* THE DATA:
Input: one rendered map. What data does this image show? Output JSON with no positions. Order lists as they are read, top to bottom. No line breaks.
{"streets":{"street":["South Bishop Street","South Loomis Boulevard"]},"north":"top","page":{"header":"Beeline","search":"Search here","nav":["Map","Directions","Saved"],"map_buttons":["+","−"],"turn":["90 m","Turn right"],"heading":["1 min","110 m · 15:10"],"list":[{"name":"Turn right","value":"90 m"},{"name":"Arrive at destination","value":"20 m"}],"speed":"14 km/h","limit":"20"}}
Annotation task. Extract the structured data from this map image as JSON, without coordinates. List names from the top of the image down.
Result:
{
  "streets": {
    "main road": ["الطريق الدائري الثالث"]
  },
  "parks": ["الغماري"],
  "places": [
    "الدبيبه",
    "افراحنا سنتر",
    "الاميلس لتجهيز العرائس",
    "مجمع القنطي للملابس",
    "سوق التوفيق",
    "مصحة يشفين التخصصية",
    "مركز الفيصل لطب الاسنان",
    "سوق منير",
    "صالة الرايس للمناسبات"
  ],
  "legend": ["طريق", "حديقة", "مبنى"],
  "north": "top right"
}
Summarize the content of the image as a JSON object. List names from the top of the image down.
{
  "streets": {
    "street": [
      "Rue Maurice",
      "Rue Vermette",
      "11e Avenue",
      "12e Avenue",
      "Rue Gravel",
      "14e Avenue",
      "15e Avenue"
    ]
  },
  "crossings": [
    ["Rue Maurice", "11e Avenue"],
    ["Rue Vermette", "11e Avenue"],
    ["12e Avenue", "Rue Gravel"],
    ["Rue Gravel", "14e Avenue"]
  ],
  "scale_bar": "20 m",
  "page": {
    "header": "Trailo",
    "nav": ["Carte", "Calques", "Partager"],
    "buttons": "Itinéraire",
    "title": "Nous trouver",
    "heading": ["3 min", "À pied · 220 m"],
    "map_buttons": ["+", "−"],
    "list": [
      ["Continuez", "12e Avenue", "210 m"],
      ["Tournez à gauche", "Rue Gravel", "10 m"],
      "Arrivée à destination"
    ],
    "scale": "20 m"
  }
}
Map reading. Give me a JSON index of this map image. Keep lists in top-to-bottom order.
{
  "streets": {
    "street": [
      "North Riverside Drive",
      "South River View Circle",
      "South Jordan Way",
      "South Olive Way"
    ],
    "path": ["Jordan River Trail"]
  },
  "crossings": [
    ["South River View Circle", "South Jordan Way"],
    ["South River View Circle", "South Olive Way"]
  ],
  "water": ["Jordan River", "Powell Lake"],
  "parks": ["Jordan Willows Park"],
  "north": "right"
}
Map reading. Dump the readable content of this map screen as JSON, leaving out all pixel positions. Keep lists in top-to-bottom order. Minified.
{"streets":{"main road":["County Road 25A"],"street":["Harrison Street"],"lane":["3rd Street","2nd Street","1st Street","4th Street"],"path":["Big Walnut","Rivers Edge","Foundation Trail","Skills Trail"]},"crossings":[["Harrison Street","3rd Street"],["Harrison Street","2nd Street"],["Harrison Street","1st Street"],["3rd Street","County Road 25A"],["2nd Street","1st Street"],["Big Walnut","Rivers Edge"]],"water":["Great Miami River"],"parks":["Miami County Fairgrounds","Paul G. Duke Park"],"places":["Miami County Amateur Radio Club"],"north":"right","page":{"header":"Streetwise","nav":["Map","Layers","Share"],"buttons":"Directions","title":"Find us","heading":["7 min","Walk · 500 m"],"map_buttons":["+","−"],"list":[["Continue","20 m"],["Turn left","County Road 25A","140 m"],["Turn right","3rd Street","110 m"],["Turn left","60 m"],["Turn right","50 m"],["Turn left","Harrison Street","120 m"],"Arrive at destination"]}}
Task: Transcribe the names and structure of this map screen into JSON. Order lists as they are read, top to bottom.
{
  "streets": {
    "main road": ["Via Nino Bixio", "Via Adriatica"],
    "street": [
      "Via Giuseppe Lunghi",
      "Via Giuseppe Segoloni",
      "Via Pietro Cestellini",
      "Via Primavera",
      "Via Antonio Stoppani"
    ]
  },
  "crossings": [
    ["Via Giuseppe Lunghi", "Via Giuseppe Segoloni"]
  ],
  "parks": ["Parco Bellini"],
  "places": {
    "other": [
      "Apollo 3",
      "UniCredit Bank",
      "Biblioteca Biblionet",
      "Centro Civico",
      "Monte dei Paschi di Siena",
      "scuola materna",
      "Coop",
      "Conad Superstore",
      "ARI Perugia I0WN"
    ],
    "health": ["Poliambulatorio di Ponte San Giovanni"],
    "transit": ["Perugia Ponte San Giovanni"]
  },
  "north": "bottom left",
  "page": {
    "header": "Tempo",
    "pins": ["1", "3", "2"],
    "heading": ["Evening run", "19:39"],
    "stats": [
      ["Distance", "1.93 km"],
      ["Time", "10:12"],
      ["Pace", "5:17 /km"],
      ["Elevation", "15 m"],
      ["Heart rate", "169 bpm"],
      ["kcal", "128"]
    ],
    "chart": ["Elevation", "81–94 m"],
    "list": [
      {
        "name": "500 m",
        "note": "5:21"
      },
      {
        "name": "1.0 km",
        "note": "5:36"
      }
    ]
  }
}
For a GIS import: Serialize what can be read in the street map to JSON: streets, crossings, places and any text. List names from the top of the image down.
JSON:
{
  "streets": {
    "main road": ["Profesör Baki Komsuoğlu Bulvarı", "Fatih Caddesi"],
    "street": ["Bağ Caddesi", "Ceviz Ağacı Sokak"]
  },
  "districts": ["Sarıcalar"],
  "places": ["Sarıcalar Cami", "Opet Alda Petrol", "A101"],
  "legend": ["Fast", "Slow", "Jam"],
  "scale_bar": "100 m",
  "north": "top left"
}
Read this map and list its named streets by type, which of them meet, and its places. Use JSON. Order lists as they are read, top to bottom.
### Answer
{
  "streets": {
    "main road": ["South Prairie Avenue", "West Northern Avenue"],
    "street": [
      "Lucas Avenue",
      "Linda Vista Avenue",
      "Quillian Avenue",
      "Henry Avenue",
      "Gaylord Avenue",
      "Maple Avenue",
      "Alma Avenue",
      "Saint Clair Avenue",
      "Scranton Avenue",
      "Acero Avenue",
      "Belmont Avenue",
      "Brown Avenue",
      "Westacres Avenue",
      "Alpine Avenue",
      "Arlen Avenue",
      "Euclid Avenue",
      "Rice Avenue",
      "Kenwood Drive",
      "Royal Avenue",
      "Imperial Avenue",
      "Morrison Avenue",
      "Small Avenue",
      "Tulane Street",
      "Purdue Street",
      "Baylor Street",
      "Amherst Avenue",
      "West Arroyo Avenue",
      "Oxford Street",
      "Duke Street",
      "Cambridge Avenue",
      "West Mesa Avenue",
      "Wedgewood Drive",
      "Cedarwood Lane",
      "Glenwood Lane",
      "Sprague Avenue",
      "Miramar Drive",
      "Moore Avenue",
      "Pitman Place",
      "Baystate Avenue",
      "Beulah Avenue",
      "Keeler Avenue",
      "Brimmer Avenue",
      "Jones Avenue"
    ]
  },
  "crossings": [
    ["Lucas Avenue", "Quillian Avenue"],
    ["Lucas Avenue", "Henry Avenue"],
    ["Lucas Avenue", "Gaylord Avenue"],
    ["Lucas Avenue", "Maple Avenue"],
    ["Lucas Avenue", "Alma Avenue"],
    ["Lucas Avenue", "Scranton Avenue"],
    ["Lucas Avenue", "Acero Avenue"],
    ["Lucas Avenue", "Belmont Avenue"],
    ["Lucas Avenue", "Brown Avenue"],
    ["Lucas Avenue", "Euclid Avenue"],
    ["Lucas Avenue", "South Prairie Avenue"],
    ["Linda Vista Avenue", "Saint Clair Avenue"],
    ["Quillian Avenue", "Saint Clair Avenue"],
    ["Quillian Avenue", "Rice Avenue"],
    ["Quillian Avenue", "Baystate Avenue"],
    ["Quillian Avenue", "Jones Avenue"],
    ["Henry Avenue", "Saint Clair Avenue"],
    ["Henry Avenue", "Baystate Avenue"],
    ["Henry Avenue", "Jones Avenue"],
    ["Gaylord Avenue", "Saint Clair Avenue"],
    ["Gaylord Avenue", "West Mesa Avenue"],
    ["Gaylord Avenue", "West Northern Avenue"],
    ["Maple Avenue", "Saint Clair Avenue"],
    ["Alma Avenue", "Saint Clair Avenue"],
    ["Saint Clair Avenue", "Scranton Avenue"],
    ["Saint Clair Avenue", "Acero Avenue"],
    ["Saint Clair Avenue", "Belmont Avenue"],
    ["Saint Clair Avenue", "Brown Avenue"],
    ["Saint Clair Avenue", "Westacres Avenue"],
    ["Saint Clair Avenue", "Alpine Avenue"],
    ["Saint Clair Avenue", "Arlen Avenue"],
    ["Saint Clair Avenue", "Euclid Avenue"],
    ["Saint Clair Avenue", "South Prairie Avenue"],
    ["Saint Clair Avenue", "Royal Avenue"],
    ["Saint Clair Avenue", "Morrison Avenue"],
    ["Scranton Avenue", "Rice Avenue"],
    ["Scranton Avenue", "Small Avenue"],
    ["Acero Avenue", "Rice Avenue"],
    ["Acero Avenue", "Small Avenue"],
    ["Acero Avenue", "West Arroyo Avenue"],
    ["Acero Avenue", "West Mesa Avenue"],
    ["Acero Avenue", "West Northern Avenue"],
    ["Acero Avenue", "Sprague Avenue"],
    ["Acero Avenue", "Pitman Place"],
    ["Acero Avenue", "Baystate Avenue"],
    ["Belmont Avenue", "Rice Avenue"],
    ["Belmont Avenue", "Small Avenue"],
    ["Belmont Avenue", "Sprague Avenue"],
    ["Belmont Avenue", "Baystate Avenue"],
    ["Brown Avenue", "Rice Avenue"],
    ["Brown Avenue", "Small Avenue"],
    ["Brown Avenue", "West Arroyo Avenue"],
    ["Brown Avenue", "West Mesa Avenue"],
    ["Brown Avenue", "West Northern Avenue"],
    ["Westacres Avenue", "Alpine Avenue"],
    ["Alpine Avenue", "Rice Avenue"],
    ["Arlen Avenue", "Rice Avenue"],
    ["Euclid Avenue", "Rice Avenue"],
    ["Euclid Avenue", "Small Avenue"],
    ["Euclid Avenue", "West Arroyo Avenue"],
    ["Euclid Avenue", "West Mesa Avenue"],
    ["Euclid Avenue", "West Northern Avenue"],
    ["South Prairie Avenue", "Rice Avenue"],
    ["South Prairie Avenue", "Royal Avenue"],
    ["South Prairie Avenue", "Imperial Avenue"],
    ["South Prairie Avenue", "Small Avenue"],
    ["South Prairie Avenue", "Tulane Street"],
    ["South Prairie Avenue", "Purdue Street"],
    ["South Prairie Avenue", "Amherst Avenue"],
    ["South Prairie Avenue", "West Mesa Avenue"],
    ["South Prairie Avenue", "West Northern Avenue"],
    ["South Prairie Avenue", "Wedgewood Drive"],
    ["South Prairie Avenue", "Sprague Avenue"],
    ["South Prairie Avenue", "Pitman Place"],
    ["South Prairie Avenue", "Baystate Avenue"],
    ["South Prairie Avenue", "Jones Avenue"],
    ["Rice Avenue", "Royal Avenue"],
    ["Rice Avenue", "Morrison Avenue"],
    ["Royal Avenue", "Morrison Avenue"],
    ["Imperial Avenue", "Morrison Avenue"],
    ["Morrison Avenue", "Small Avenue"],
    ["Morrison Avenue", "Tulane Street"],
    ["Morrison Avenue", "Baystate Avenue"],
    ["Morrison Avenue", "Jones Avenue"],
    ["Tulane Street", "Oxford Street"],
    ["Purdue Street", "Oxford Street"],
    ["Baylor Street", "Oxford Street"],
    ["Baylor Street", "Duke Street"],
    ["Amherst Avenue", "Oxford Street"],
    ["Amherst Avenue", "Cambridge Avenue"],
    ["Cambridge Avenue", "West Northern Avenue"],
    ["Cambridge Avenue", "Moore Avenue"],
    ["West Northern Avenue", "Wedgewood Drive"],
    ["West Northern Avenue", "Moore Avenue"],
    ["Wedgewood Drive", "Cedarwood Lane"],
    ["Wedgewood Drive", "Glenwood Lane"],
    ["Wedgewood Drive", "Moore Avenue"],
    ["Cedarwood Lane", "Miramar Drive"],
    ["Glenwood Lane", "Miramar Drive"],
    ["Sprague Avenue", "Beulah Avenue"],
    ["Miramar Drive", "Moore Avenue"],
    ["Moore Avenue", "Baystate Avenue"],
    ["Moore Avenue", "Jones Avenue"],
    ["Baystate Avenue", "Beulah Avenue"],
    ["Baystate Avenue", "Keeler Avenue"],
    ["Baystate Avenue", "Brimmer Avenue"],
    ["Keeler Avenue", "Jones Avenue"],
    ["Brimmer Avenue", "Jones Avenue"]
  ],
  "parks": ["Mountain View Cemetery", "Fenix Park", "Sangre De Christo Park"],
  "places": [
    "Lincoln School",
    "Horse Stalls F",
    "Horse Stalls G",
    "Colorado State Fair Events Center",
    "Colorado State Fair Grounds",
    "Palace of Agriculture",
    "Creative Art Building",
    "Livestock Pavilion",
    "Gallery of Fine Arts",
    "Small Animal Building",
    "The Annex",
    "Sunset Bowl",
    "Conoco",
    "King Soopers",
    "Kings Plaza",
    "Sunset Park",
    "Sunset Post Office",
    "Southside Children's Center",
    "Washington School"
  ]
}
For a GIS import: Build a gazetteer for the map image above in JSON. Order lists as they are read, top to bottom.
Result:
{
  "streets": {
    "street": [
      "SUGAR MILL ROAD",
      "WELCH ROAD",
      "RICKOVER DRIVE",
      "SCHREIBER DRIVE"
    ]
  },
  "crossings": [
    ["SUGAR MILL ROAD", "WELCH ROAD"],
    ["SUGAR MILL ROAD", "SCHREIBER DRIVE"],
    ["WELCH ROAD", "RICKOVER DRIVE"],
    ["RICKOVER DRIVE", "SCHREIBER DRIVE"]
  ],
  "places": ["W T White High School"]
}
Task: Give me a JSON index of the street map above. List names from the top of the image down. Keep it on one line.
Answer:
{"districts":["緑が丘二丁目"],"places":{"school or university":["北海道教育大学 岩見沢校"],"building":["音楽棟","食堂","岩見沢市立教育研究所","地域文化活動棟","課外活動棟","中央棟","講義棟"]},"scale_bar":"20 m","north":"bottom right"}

* WHAT TO PRODUCE: Please transcribe the data exactly from its first line. End with the line that contains "Annotation task. Extract".

* WRITTEN ANSWER:
Input: one rendered map. What data does this image show? Output JSON with no positions. Order lists as they are read, top to bottom. No line breaks.
{"streets":{"street":["South Bishop Street","South Loomis Boulevard"]},"north":"top","page":{"header":"Beeline","search":"Search here","nav":["Map","Directions","Saved"],"map_buttons":["+","−"],"turn":["90 m","Turn right"],"heading":["1 min","110 m · 15:10"],"list":[{"name":"Turn right","value":"90 m"},{"name":"Arrive at destination","value":"20 m"}],"speed":"14 km/h","limit":"20"}}
Annotation task. Extract the structured data from this map image as JSON, without coordinates. List names from the top of the image down.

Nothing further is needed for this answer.